Each line of the data holding "this" should be found and copied.

** Material provided follows **

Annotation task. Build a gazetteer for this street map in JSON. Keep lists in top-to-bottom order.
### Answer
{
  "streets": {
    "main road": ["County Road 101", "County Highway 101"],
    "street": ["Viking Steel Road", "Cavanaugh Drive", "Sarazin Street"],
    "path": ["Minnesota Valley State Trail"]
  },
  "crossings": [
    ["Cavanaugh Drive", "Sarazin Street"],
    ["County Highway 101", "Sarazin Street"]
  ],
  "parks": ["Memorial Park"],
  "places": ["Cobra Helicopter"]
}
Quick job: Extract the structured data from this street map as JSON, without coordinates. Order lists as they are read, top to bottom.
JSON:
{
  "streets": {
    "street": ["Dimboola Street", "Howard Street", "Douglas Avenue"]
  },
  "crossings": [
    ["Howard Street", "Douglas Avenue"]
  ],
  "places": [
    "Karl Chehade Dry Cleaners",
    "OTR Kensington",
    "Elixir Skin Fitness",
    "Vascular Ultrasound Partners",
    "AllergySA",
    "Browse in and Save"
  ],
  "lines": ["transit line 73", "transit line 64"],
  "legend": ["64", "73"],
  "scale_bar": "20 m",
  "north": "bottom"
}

** End of Material provided **

*Exercise result*
Annotation task. Build a gazetteer for this street map in JSON. Keep lists in top-to-bottom order.
Quick job: Extract the structured data from this street map as JSON, without coordinates. Order lists as they are read, top to bottom.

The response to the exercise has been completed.